Stored data entries:
________

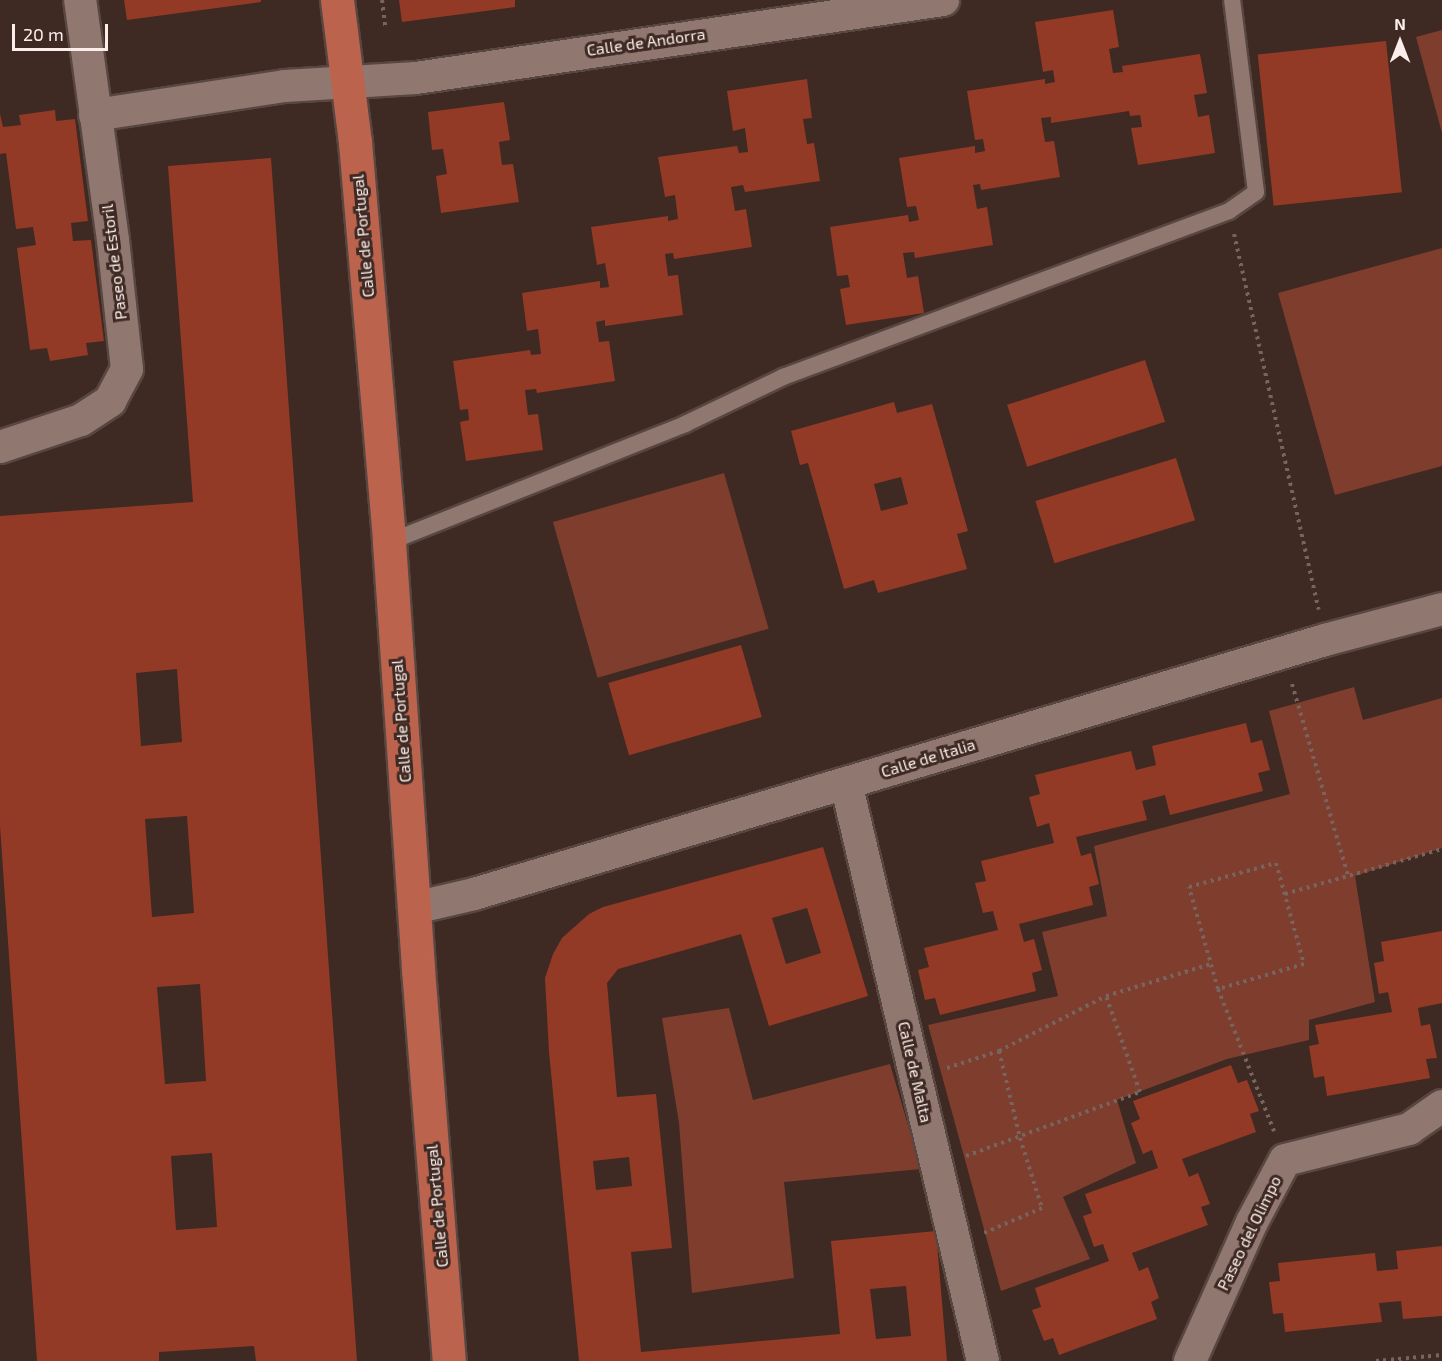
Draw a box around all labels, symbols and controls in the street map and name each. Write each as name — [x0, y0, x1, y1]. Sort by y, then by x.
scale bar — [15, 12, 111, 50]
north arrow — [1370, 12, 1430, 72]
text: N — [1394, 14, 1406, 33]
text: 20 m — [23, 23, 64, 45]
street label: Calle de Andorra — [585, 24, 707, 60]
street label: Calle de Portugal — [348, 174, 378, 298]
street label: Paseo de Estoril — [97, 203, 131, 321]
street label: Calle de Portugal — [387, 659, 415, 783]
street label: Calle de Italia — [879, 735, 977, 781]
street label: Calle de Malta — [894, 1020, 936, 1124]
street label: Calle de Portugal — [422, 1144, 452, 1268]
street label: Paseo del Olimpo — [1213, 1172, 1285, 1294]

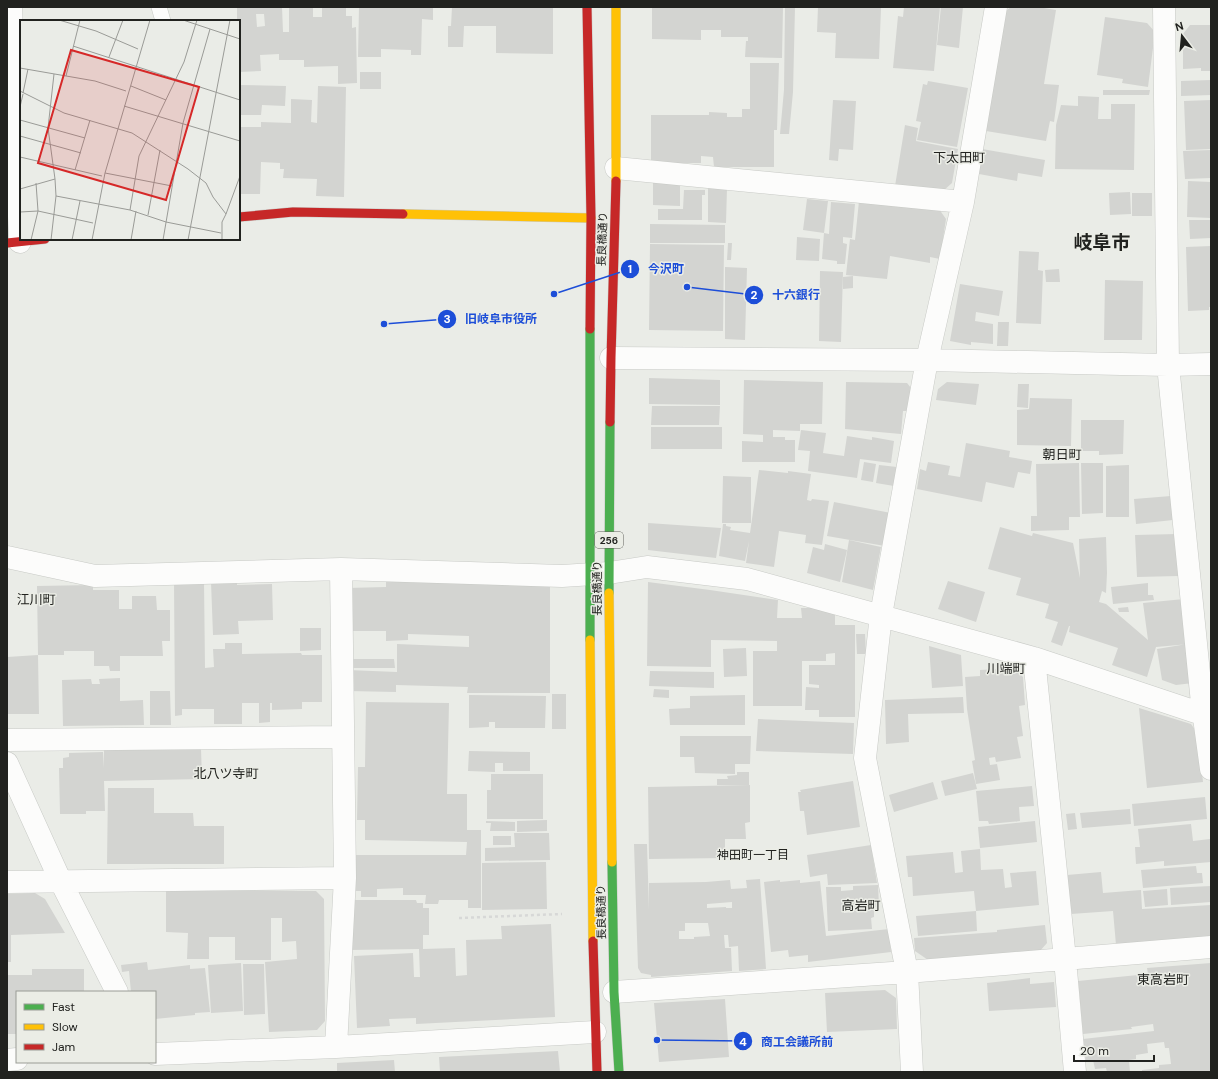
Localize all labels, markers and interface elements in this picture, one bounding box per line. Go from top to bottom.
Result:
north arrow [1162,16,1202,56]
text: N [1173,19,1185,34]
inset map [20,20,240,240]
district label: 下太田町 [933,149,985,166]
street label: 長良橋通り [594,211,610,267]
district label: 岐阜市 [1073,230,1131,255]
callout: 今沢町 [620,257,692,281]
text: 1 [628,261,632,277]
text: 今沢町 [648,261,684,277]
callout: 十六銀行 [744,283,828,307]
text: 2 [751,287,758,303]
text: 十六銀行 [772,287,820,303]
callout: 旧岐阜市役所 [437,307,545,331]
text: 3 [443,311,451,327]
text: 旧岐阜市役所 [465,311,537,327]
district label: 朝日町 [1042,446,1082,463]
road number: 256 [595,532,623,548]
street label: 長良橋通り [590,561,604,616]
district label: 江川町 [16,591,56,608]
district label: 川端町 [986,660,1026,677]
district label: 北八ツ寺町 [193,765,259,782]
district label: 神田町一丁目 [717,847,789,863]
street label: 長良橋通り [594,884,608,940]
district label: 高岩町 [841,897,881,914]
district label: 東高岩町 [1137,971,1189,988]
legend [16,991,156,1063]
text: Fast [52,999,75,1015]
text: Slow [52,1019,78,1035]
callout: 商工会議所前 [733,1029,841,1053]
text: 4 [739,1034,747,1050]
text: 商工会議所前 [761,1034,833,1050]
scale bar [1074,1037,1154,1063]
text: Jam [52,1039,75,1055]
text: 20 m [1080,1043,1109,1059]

________

**About this exercise:** In the data above, which lines have "Paseo"? Report each of them.

**Written response:**
street label: Paseo de Estoril — [97, 203, 131, 321]
street label: Paseo del Olimpo — [1213, 1172, 1285, 1294]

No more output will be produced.